A high magnification image of ovarian clear cell carcinoma

Image: A high magnification image of ovarian clear cell carcinoma. Image credit: Copyright © 2011 Michael Bonert. Licence: CC BY-SA 3.0.

Scientists have developed a new test that scans the shapes of tumour cells to pick out women with especially aggressive ovarian cancer, so treatment can be tailored to their needs.

A team at The Institute of Cancer Research, London, created an artificial intelligence (AI) tool that looks for clusters of cells within tumours with misshapen nuclei – the control centres within each cell.

Women identified with these clusters of shapeshifting cells had extremely aggressive disease – with only 15 per cent surviving for five years or more, compared with 53 per cent for other patients with the disease.

The researchers found that having misshapen nuclei was an indication that the DNA of cancer cells had become unstable – and believe it could in future help doctors to select the best treatment for each patient.

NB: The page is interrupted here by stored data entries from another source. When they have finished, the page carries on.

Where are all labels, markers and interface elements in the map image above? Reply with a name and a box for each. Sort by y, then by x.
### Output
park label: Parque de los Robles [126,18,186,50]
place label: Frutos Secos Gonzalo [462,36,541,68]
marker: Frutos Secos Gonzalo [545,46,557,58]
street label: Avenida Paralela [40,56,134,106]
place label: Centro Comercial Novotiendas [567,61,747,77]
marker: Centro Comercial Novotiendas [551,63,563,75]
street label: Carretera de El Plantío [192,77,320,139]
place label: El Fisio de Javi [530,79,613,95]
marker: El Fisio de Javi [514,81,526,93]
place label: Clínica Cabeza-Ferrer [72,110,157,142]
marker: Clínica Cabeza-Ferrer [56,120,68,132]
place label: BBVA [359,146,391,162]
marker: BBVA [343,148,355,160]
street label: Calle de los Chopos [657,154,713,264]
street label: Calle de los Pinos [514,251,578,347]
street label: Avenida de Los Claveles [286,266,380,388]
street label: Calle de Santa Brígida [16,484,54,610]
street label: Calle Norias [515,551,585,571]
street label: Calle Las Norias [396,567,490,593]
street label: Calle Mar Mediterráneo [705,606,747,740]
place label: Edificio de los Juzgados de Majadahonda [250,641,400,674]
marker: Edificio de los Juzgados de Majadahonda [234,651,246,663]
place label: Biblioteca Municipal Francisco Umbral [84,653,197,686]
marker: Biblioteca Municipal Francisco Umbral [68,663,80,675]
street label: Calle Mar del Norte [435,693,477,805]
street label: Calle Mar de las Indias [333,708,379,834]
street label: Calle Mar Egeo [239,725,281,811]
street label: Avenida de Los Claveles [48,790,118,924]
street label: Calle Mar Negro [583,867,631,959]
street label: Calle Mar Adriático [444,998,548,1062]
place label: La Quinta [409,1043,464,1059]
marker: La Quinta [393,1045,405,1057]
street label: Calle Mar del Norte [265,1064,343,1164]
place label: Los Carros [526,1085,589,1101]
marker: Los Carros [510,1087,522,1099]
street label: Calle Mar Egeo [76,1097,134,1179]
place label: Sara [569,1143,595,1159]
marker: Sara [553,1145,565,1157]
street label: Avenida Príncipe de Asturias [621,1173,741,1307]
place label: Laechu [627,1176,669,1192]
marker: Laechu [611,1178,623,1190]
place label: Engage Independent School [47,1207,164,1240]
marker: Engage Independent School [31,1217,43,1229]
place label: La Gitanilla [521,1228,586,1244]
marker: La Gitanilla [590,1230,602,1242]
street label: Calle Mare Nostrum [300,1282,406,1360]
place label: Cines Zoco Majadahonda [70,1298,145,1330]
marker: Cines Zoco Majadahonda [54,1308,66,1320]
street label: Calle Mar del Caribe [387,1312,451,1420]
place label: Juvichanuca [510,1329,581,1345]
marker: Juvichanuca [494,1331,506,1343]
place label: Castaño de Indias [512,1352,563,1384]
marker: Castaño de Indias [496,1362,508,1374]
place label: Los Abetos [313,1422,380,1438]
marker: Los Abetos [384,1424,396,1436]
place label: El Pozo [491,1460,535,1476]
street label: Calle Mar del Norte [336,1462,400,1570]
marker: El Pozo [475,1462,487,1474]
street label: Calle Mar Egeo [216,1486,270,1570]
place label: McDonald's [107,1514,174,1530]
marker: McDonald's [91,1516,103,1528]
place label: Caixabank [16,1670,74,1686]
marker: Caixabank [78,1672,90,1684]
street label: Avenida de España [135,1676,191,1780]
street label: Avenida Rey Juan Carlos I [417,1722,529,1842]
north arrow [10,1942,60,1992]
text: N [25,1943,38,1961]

Cancers with misshapen cell nuclei had hidden weaknesses in their ability to repair DNA, which could make them susceptible to drugs called PARP inhibitors or platinum chemotherapy.

The researchers also found that immune cells were not able to move into the clusters of cells with misshapen nuclei, which suggests that cancers with these clusters are better at evading the immune system.

Understanding this immune escape mechanism could help develop new forms of immunotherapy to combat ovarian cancer.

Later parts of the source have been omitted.